═════ Data to use

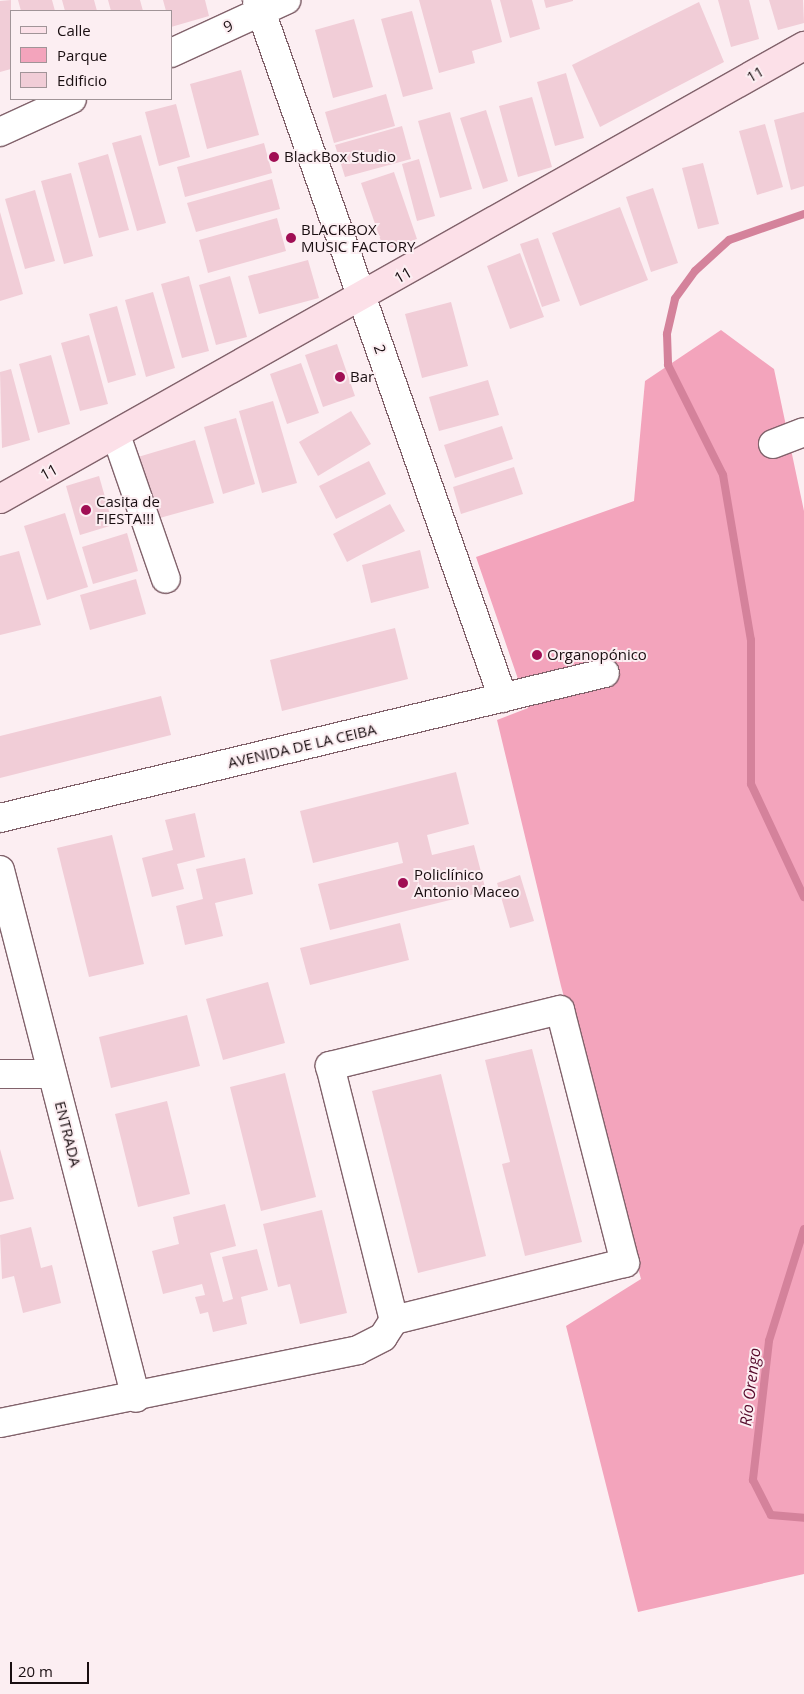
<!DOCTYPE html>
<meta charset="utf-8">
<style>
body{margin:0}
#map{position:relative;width:804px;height:1694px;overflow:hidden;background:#fceef2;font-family:"Open Sans",sans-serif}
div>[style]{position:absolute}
.green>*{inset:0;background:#f3a4bc}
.stream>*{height:8px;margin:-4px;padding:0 4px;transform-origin:4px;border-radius:4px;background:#d4829b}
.building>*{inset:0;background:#f1cdd7}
.roads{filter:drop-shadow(1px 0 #81626b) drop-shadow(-1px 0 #81626b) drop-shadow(0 1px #81626b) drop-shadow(0 -1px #81626b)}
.street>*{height:28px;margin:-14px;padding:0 14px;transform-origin:14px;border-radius:14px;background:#fff}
.secondary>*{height:28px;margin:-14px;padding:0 14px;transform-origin:14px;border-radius:14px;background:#fce0e8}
.dots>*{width:14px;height:14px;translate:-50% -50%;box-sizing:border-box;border:2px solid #fceef2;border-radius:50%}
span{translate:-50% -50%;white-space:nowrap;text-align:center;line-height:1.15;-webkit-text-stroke:4px #fceef2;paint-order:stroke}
.street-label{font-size:15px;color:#190e11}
.poi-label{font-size:15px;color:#190e11}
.left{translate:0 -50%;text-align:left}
.water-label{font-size:16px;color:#550a2b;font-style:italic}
.legend{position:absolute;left:10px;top:10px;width:162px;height:90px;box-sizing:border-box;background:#fceef2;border:1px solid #a19498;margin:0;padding:6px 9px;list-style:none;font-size:15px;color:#190e11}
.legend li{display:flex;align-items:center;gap:10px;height:25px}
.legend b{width:25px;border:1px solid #a19498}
.scale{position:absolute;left:10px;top:1662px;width:79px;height:22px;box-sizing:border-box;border:2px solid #190e11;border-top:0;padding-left:6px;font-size:15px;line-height:18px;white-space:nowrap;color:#190e11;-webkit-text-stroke:4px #fceef2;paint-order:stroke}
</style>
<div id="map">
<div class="green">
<div style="clip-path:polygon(721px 330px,774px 369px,804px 511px,804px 1574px,638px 1612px,566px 1326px,641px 1279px,561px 986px,497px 720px,528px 708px,476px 557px,634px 501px,645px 381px)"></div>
</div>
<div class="stream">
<div style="left:804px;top:214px;width:79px;rotate:160.9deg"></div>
<div style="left:729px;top:240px;width:46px;rotate:137.6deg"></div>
<div style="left:695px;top:271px;width:34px;rotate:126deg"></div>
<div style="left:675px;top:299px;width:36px;rotate:103deg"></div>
<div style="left:667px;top:334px;width:31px;rotate:88deg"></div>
<div style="left:668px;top:365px;width:123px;rotate:63.4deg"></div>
<div style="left:723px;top:475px;width:167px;rotate:80.4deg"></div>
<div style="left:751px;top:640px;width:144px;rotate:90deg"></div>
<div style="left:751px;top:784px;width:125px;rotate:64.9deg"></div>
<div style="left:804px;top:1229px;width:117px;rotate:107.4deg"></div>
<div style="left:769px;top:1341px;width:140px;rotate:96.6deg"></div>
<div style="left:753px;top:1480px;width:39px;rotate:63deg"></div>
<div style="left:771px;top:1515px;width:33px;rotate:5deg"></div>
</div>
<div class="building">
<div style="clip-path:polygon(11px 0,11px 69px,0 72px,0 1px)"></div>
<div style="clip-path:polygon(18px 0,52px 0,55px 11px,21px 11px)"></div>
<div style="clip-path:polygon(62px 0,94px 0,97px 11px,65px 11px)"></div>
<div style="clip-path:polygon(108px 0,140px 0,143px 11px,111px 11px)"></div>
<div style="clip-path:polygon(163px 0,205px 0,209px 16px,171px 27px,171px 11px,166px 11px)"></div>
<div style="clip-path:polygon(419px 0,491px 0,502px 42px,472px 51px,475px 63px,439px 73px)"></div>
<div style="clip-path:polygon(500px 0,532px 0,540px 29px,510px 38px)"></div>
<div style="clip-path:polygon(544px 0,573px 0,573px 1px,546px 8px)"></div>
<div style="clip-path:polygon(718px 0,749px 0,759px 39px,731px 47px)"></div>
<div style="clip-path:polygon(769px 0,803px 0,804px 23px,778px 30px)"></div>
<div style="clip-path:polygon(699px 2px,724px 62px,600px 127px,572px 65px)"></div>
<div style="clip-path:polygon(412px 11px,433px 89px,403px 97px,381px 19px)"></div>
<div style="clip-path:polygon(354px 19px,373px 87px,333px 98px,315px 30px)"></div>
<div style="clip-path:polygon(241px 70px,259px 135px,207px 149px,190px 84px)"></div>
<div style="clip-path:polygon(566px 73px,584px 138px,555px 146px,537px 82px)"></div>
<div style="clip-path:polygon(386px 94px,395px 126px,334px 143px,325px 112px)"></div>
<div style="clip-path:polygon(532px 97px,552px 167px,518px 177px,499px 106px)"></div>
<div style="clip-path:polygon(176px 104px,190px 157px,159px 166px,145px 112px)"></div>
<div style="clip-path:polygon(486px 110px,508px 181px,483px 189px,460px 118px)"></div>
<div style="clip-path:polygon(450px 112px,472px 189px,440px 198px,418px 121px)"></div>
<div style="clip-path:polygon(804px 112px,804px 186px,791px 190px,774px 120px)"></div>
<div style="clip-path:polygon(765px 124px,783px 187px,757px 195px,739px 131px)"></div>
<div style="clip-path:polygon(402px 126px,411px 159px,345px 177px,335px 145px)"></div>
<div style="clip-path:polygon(141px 135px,166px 223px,137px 231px,112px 143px)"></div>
<div style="clip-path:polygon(264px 143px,272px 173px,185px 197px,177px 167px)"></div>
<div style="clip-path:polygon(108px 154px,129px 230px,99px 238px,78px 163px)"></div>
<div style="clip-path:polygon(419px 159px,435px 216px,417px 221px,402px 164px)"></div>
<div style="clip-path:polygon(703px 163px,719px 224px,698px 229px,682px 168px)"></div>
<div style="clip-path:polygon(394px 172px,417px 239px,384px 250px,361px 183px)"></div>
<div style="clip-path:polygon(71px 173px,93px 256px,64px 264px,41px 181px)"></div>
<div style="clip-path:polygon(272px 179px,280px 209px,196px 232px,187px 203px)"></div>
<div style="clip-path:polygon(653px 188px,678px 263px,651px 272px,626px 197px)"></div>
<div style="clip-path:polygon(35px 190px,55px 261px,25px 269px,5px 199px)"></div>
<div style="clip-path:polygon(620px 207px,648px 280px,580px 306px,552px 233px)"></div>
<div style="clip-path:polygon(0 212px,23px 294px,0 301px)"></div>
<div style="clip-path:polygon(277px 218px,286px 251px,208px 273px,199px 240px)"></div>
<div style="clip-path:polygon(538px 238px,560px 301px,542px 307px,520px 244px)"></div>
<div style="clip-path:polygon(520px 253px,544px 317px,510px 329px,487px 266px)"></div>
<div style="clip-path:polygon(308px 260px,319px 298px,259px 314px,248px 276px)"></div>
<div style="clip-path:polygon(189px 276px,209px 351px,182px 358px,161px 284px)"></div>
<div style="clip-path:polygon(230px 276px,247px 337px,216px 345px,199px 285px)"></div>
<div style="clip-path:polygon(153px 292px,175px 368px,146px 377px,125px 300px)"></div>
<div style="clip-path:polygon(451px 302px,468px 366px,422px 378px,405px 314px)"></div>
<div style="clip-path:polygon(117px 306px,136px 375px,108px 383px,89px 314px)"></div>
<div style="clip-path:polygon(89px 335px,108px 404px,80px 411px,61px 343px)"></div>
<div style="clip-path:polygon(337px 344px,355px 396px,323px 407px,305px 355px)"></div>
<div style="clip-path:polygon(51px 355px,70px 424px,38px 433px,19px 364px)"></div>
<div style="clip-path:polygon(301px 363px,319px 413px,287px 424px,270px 374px)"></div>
<div style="clip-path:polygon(11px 369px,30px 440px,2px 448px,0 372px)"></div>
<div style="clip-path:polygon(488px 380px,499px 415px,439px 431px,429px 397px)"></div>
<div style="clip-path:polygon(273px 401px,297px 483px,262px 493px,239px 411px)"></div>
<div style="clip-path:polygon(351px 411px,371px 444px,318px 476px,299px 442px)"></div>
<div style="clip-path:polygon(236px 418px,255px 484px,223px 494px,204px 427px)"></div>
<div style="clip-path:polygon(502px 426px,513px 459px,455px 478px,444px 445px)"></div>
<div style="clip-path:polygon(195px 440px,214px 503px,156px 519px,138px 457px)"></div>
<div style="clip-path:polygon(369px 461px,386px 494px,336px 519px,319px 486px)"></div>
<div style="clip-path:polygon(514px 467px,523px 494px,461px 514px,453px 487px)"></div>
<div style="clip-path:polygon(99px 476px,113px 525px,80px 535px,66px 486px)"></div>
<div style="clip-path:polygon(390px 504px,405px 531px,347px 562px,333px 534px)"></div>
<div style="clip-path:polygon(65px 513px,88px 587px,47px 600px,24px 526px)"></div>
<div style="clip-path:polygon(127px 533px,138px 571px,93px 584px,82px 547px)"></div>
<div style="clip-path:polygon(420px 550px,429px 588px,371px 603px,362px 565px)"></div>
<div style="clip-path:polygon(19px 551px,41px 625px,0 635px,0 556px)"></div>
<div style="clip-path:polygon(136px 579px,146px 614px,90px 630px,80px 595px)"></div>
<div style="clip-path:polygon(395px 628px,408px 679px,282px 711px,270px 660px)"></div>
<div style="clip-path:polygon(161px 696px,171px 735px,0 778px,0 736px)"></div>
<div style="clip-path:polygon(456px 772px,469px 824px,427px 835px,432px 855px,474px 845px,486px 891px,330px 930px,318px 884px,403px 863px,398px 842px,313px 863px,300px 811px)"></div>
<div style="clip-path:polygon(195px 813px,205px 857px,177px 864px,184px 889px,152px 897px,142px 858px,173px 850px,165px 820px)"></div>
<div style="clip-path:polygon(112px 835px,144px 964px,89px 977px,57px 848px)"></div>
<div style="clip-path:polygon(245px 858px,253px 894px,215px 903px,223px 936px,185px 945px,176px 906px,203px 899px,196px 869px)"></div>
<div style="clip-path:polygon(520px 875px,534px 921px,510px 928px,497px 883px)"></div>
<div style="clip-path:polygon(400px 923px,409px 960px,310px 985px,300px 948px)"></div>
<div style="clip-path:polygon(268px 982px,285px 1043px,223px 1060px,206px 999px)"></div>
<div style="clip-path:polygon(187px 1015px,200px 1066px,111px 1088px,99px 1037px)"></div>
<div style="clip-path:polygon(532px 1049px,582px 1242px,525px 1256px,502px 1164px,510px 1162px,485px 1060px)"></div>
<div style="clip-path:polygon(285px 1073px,316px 1197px,261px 1211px,230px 1087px)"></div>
<div style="clip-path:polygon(441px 1074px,486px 1256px,418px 1273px,372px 1091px)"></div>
<div style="clip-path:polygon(167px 1101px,190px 1194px,138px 1207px,115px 1114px)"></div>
<div style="clip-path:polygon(0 1149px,14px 1199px,0 1202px)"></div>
<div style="clip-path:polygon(225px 1204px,236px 1246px,210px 1253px,223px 1302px,233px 1299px,222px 1257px,257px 1249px,268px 1290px,241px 1297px,247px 1324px,213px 1332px,208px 1312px,200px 1314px,195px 1297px,205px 1295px,202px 1284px,163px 1294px,152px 1251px,179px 1244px,173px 1217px)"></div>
<div style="clip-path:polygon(322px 1210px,347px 1313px,300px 1324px,290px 1284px,278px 1287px,263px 1224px)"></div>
<div style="clip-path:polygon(31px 1227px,41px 1268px,52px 1265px,61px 1303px,23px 1313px,14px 1276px,2px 1279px,0 1235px)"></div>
</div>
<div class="roads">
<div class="street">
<div style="left:257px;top:0;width:740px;rotate:70.59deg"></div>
<div style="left:171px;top:53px;width:127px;rotate:-24.7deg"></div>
<div style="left:0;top:132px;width:79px;rotate:-24.6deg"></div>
<div style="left:116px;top:435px;width:152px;rotate:70.9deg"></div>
<div style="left:773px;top:444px;width:33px;rotate:-21deg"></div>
<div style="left:0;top:818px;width:622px;rotate:-13.48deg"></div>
<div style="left:0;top:870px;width:545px;rotate:75.56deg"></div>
<div style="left:0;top:1074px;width:52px"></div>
<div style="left:0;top:1423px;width:365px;rotate:-11.5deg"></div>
<div style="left:358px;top:1350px;width:28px;rotate:-27deg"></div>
<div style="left:383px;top:1337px;width:20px;rotate:-57deg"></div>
<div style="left:394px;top:1320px;width:238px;rotate:-13.9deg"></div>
<div style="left:625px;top:1263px;width:261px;rotate:-104.4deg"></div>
<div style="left:560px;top:1010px;width:237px;rotate:166.3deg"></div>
<div style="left:330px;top:1066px;width:262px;rotate:75.9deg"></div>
</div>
<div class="secondary">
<div style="left:0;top:499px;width:923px;rotate:-29.4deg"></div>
</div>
</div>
<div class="dots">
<div style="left:274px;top:157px;background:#a00e54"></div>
<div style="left:291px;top:238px;background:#a00e54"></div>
<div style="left:340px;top:377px;background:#a00e54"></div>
<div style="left:86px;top:510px;background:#a00e54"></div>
<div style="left:537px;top:655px;background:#a00e54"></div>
<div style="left:403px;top:883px;background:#a00e54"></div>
</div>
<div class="street-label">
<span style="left:228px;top:26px;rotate:-25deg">9</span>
<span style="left:755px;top:74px;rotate:-30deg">11</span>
<span style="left:403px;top:275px;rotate:-30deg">11</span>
<span style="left:380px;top:349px;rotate:71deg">2</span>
<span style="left:49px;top:472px;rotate:-29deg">11</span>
<span style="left:302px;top:746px;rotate:-13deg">AVENIDA DE LA CEIBA</span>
<span style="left:68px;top:1134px;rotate:76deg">ENTRADA</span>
</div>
<div class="poi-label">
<span class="left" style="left:284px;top:157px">BlackBox Studio</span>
<span class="left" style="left:301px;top:238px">BLACKBOX<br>MUSIC FACTORY</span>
<span class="left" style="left:350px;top:377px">Bar</span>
<span class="left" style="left:96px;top:510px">Casita de<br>FIESTA!!!</span>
<span class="left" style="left:547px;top:655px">Organopónico</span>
<span class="left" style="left:414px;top:883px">Policlínico<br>Antonio Maceo</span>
</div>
<div class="water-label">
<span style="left:750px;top:1387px;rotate:-83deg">Río Orengo</span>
</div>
<ul class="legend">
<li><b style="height:6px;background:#fce0e8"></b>Calle</li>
<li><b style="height:14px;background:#f3a4bc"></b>Parque</li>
<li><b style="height:14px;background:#f1cdd7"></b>Edificio</li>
</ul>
<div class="scale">20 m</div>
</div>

══════════

**About this exercise:** Filter the data down to the lines that contain the string "stream", and copy them.

**Task output:**
.stream>*{height:8px;margin:-4px;padding:0 4px;transform-origin:4px;border-radius:4px;background:#d4829b}
<div class="stream">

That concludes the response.